One Indian rode out in advance of the others. He stopped a hundred yards short of the hilltop. He was in easy range, but nobody shot at him. The warrior waved a rifle and began to yell. The wind was blowing the wrong direction for David and the others to hear him. They would not have understood the words anyway.

Lusk said bitterly, “Go out there and arrest him, Buckalew.”

Several more Indians moved up even with the first one. They waved muskets and some newly captured Yankee rifles. Fresh scalps dangled from the firearms. David knew little of sign language, but he understood the more graphic gestures.

Suddenly the Indians wheeled their horses around and rode away, shouting victory to the mountains, carrying their trophies with them.

David watched in disbelief. After a minute he stood up, his mouth hanging open. He studied the mountains with the spyglass, hunting for a sign of other Indians lying in wait.

Young Richey prayed again, this time giving thanks.

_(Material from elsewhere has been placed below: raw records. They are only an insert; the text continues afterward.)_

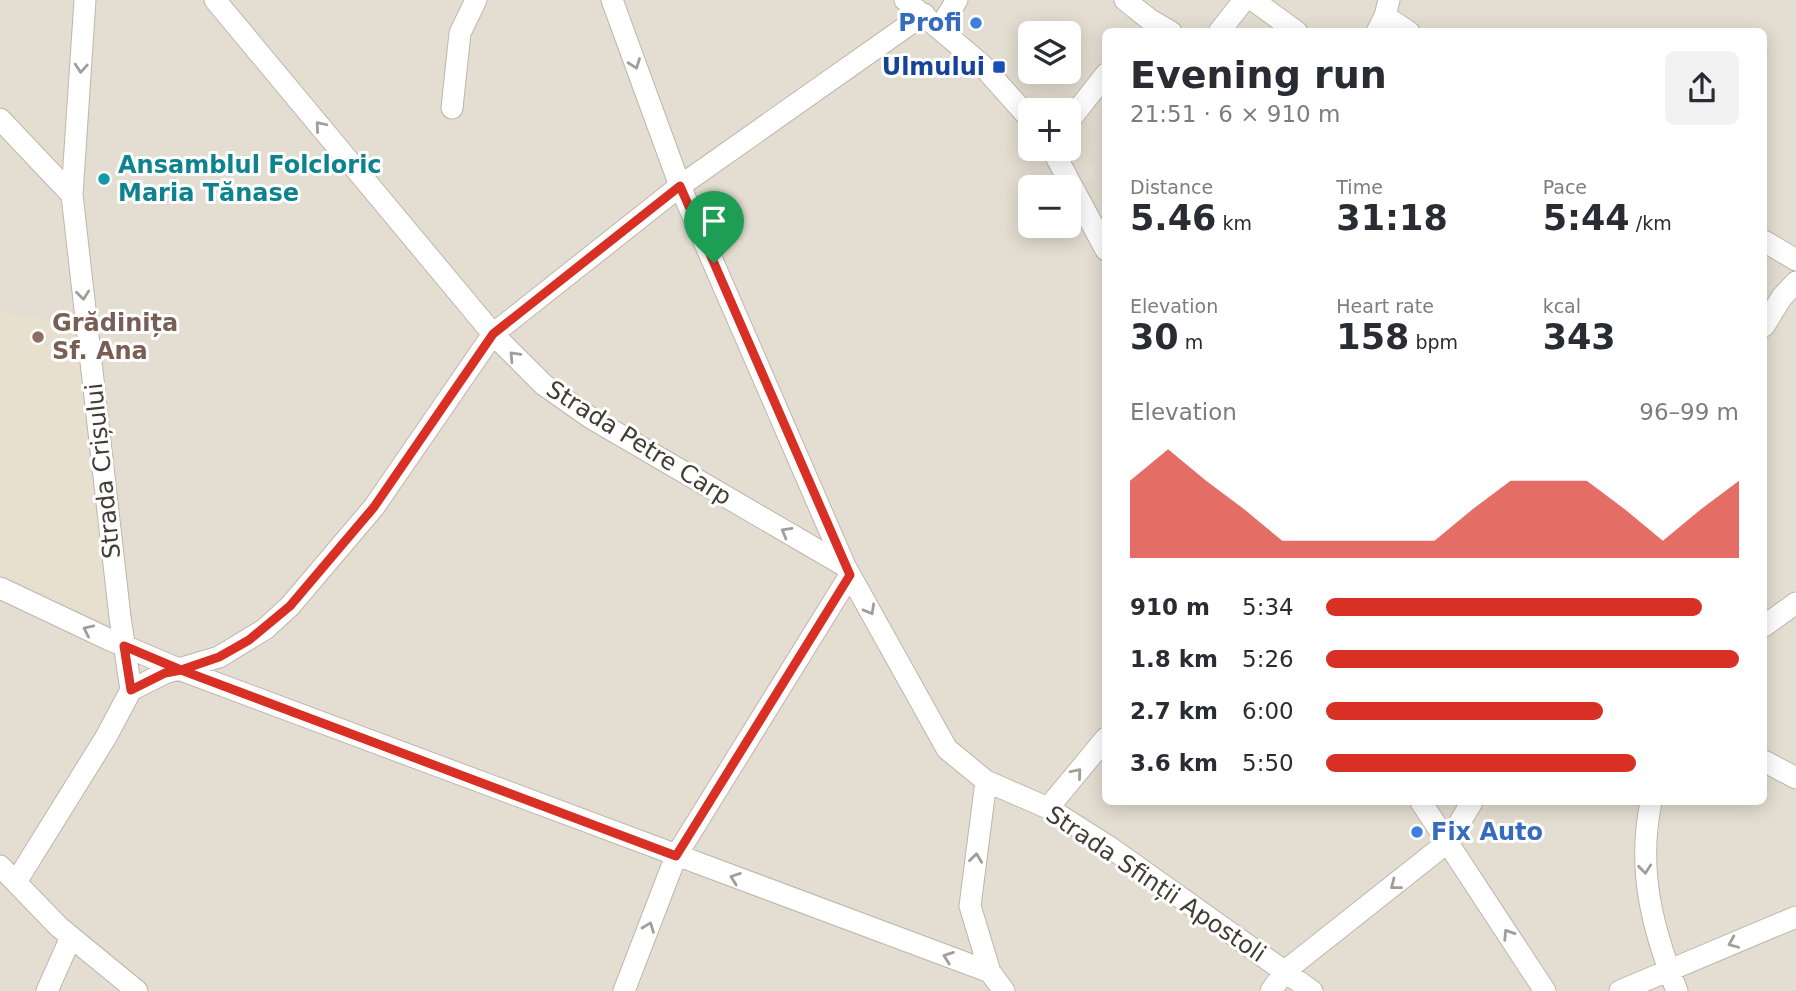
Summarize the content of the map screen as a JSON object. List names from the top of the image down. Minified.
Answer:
{"streets":{"street":["Strada Petre Carp","Strada Crișului","Strada Sfinții Apostoli"]},"crossings":[["Strada Petre Carp","Strada Sfinții Apostoli"]],"one_way":["Strada Petre Carp","Strada Crișului","Strada Sfinții Apostoli"],"places":{"other":["Profi","Ansamblul Folcloric Maria Tănase","Grădinița Sf. Ana","Fix Auto"],"transit":["Ulmului"]},"page":{"map_buttons":["+","−"],"heading":["Evening run","21:51 · 6 × 910 m"],"stats":[["Distance","5.46 km"],["Time","31:18"],["Pace","5:44 /km"],["Elevation","30 m"],["Heart rate","158 bpm"],["kcal","343"]],"chart":["Elevation","96–99 m"],"list":[{"name":"910 m","note":"5:34"},{"name":"1.8 km","note":"5:26"},{"name":"2.7 km","note":"6:00"},{"name":"3.6 km","note":"5:50"}]}}
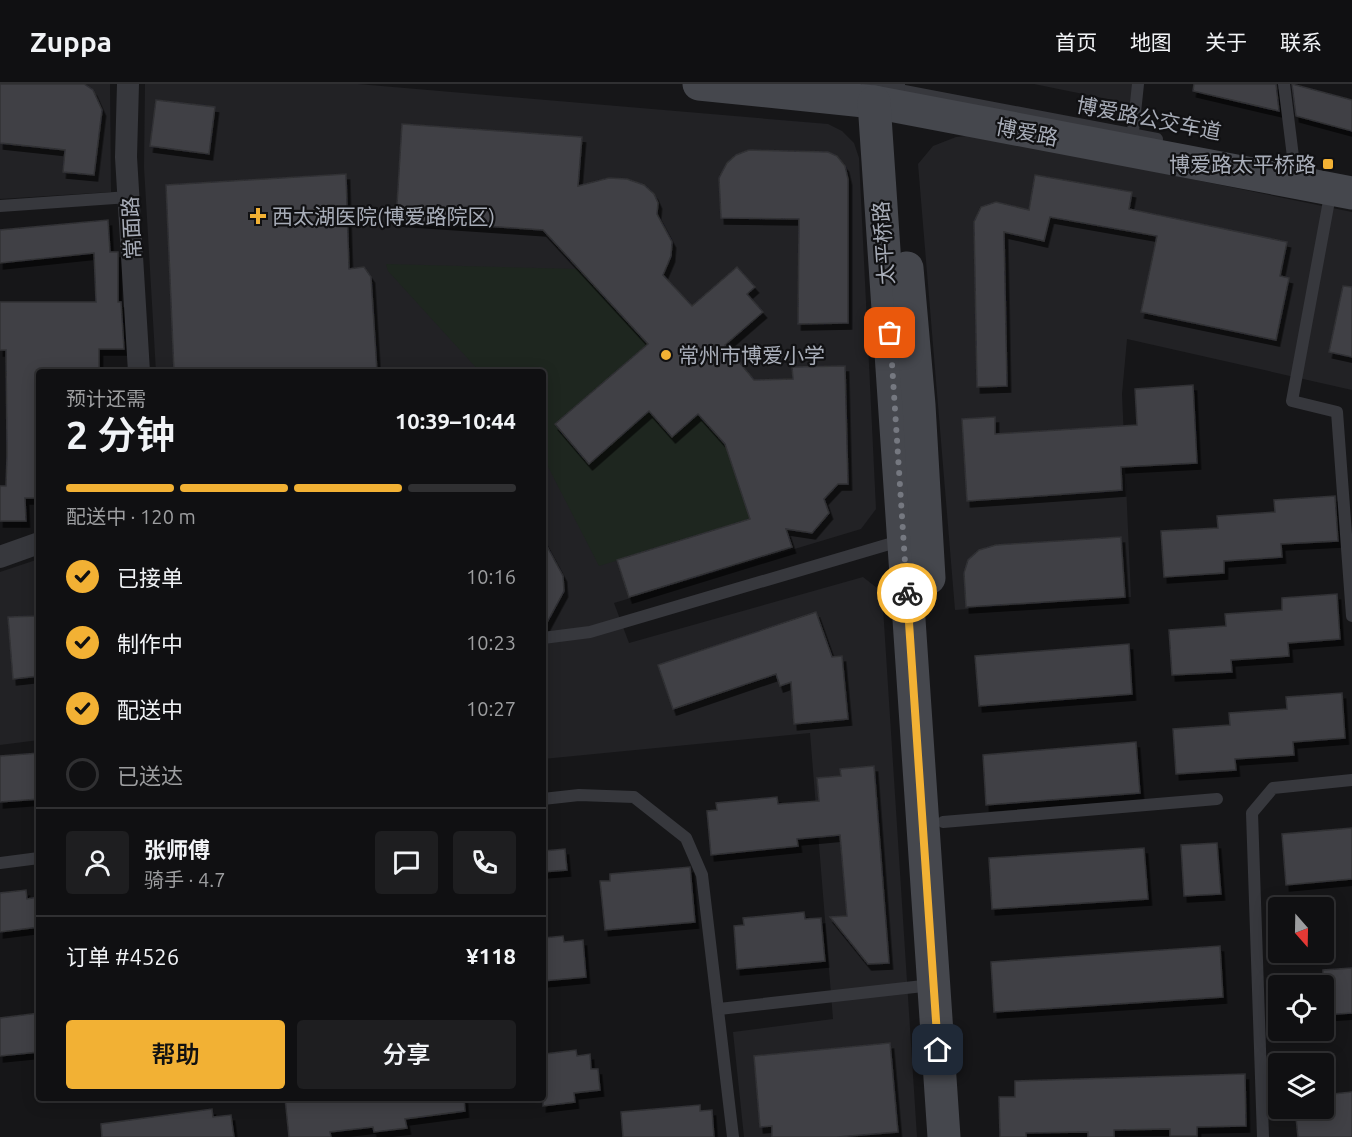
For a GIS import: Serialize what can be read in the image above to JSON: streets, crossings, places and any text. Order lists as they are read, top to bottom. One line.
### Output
{"streets":{"main road":["博爱路","太平桥路"],"street":["常面路"],"lane":["博爱路公交车道"]},"crossings":[["博爱路公交车道","博爱路"],["博爱路","太平桥路"]],"places":{"transit":["博爱路太平桥路"],"health":["西太湖医院(博爱路院区)"],"other":["常州市博爱小学"]},"north":"bottom","page":{"header":"Zuppa","nav":["首页","地图","关于","联系"],"heading":["2 分钟","预计还需","10:39–10:44"],"panel":["张师傅","骑手 · 4.7","订单 #4526","¥118"],"bar":"配送中 · 120 m","list":[["已接单","10:16"],["制作中","10:23"],["配送中","10:27"],"已送达"],"buttons":["帮助","分享"]}}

David knew little about Indians. He had been a boy when the last raid occurred in Hopeful Valley. He had heard many stories and doubted half of them. He distrusted people who claimed to know all about Indians, because his father said such people were all talk. He glanced at Mitchell, who had never made such a claim. “What do you make of it, Sergeant?”

Mitchell replied in a gravel-voiced drawl. “I fought Indians down home in the wild old days. All I ever learned for sure was that you never do know. They hunt people for sport, the way me and you would hunt a deer when we wasn’t really hungry. When they’ve satisfied their appetite they’re ready to go off and celebrate. Maybe tomorrow they’ll get the notion to come lookin’ for us. But today it looks like they’ve had glory enough.”

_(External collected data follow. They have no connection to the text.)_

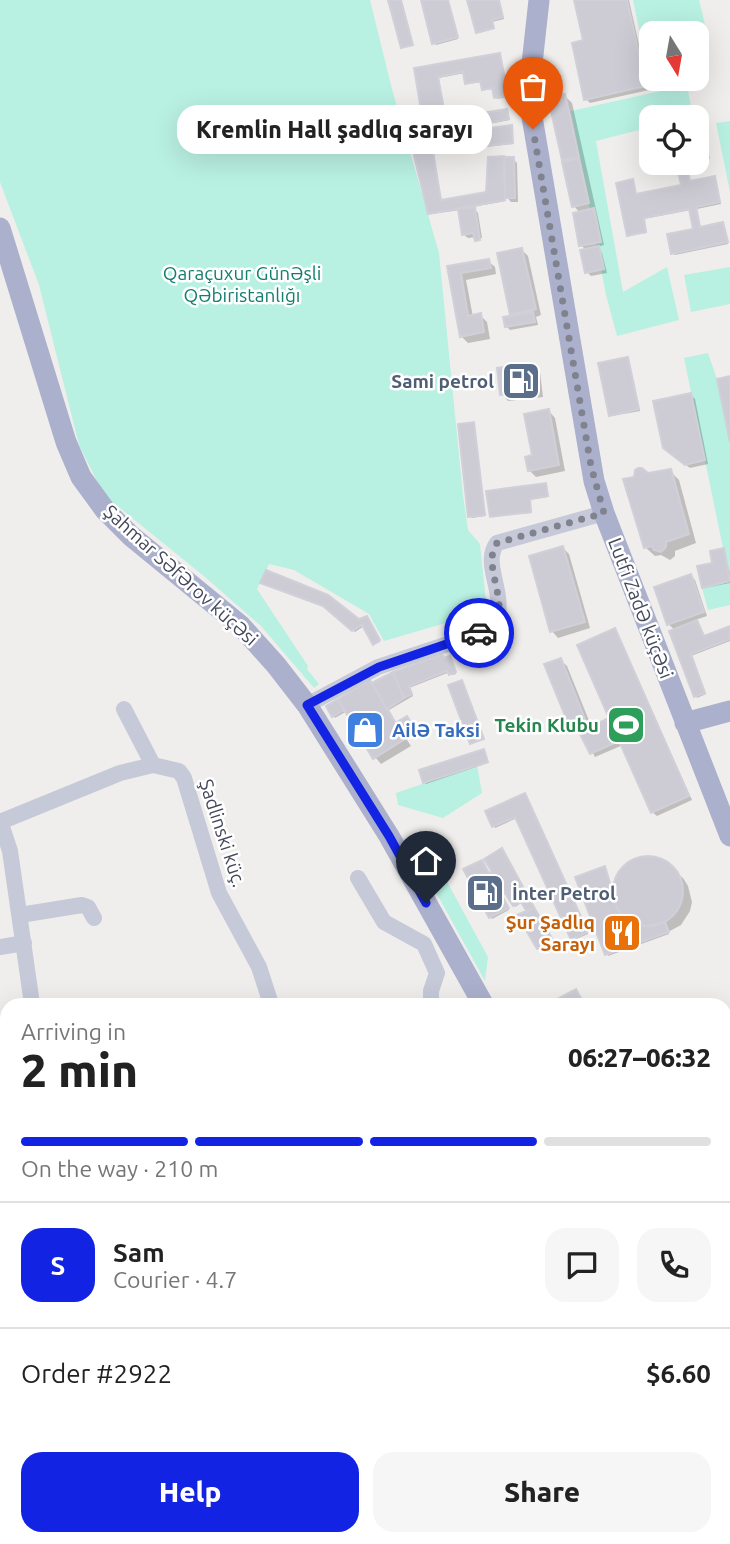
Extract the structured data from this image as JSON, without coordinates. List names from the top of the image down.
{
  "streets": {
    "main road": ["Şahmar Səfərov küçəsi", "Lutfi Zadə küçəsi"],
    "street": ["Şadlinski küç."]
  },
  "parks": ["Qaraçuxur Günəşli Qəbiristanlığı"],
  "places": {
    "other": ["Kremlin Hall şadlıq sarayı"],
    "fuel station": ["Sami petrol", "İnter Petrol"],
    "sports": ["Tekin Klubu"],
    "shop": ["Ailə Taksi"],
    "restaurant": ["Şur Şadlıq Sarayı"]
  },
  "north": "bottom",
  "page": {
    "bubble": "Kremlin Hall şadlıq sarayı",
    "heading": ["2 min", "Arriving in", "06:27–06:32"],
    "panel": [
      "Sam",
      "Courier · 4.7",
      "Order #2922",
      "$6.60"
    ],
    "bar": "On the way · 210 m",
    "round": "S",
    "buttons": ["Help", "Share"]
  }
}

Luther Lusk pushed to his feet and headed for his horse. “Well, I come here to fight Yankees; I ain’t lost no Indians.”

“Lusk!” David shouted. “You halt right there. You give that rifle back to Sergeant Mitchell.”

Lusk turned on his heel. For a long moment the big man’s hawk eyes glared at the officer, challenging him. The muzzle was pointed vaguely in David’s direction. The temptation showed strongly in his face.

“What if I choose to do otherwise?”

David said tensely, “Then I’ll kill you!” It was an empty statement, for he knew he wouldn’t. But he stood and bluffed because he had already lost too much ground with these men.

Lusk had all the advantage, if he chose to use it. Chances were small that he would ever be prosecuted back in Texas for something done here in the mountains of New Mexico. But in a moment he handed the rifle to Mitchell. “Hell, let some Indian kill him; then nobody’ll stretch my neck.”

David said, “Don’t anybody rush. We’ll leave here with order.”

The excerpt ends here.